Thursday, October 25, 2007

Cablevision Oral Argument

Yesterday I attended the oral argument in the Second Circuit in the Cablevision RS-DVR case, previously blogged here. With the usual caveats about not always being able to tell about the final vote merely from the questioning, I am optimistic there will be a reversal.

The panel consisted of three outstanding judges: John Walker, Robert Sack, and a new judge, Debra Ann Livingston, a former Columbia Law School professor. Judge Walker (ex-chief judge, now on senior status), has been a dedicated public service for almost his entire career. He is the author of a number of excellent copyright opinions. Judge Sack is a First Amendment scholar, the author of "Sack on Defamation: Libel, Slander, and Related Problems (3d ed. 1999) and the co-author of "Advertising and Commercial Speech: A First Amendment Guide." (1999). Judge Livingston is an expert on criminal procedure.

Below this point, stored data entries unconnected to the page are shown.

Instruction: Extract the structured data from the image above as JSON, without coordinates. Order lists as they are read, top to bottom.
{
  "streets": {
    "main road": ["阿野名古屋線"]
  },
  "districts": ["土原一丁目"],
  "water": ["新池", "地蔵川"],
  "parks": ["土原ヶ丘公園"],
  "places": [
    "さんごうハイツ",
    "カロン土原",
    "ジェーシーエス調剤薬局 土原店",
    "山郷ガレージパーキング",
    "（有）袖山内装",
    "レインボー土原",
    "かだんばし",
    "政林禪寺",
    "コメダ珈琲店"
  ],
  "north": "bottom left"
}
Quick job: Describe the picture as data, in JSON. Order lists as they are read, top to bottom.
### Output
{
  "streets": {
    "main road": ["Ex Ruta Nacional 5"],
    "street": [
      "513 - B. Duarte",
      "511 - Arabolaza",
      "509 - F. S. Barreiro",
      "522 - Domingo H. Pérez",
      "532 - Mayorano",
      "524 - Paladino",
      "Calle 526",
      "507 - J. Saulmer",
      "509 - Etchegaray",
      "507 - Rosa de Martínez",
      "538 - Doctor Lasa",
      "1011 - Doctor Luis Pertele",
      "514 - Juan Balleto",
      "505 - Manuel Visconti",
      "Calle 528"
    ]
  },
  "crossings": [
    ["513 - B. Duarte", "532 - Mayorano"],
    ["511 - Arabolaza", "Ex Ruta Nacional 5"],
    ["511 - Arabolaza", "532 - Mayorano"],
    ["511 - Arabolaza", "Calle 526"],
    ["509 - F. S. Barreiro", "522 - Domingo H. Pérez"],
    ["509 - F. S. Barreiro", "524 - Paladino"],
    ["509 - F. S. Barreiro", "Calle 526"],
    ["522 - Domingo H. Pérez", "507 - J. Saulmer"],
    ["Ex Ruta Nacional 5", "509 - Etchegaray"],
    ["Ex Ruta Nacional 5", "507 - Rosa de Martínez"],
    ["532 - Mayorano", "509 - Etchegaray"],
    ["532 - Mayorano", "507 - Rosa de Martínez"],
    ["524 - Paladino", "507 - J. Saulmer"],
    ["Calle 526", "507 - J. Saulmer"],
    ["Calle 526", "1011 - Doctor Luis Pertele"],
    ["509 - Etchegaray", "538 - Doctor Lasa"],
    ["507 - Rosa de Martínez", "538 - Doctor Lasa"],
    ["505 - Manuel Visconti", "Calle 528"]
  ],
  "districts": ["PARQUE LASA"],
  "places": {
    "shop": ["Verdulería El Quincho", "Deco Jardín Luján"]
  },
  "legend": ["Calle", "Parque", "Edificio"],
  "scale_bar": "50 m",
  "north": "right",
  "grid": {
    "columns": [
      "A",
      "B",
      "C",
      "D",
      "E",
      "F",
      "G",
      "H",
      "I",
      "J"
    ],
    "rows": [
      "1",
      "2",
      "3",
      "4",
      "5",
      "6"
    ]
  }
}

Judge Walker dominated the argument, although Judge Sack was active too. Judge Livingston asked a few questions. The court expanded the time for argument from 12 to 15 minutes a side and then gave Cablevision’s counsel a bit more time on his rebuttal. It was a hot bench as the saying goes. Judge Walker began the questioning by asking Cablevision’s lawyer why RS-DVR wasn’t just like Video on Demand (VOD). Cablevision’s lawyer responded with what was his principal theme: consumer choice: with VOD, it is the content supplier’s choice what you can see. With RS-DVR, it is the consumer’s choice. Walker noted that this was also was true for RS-DVR since consumers could only tape what the content suppliers originally chose to make available. He wondered whether the only difference between the two services was the sequence in which the consumer chooses. The answer, an analogy to iTunes, was not, I thought, particularly apt.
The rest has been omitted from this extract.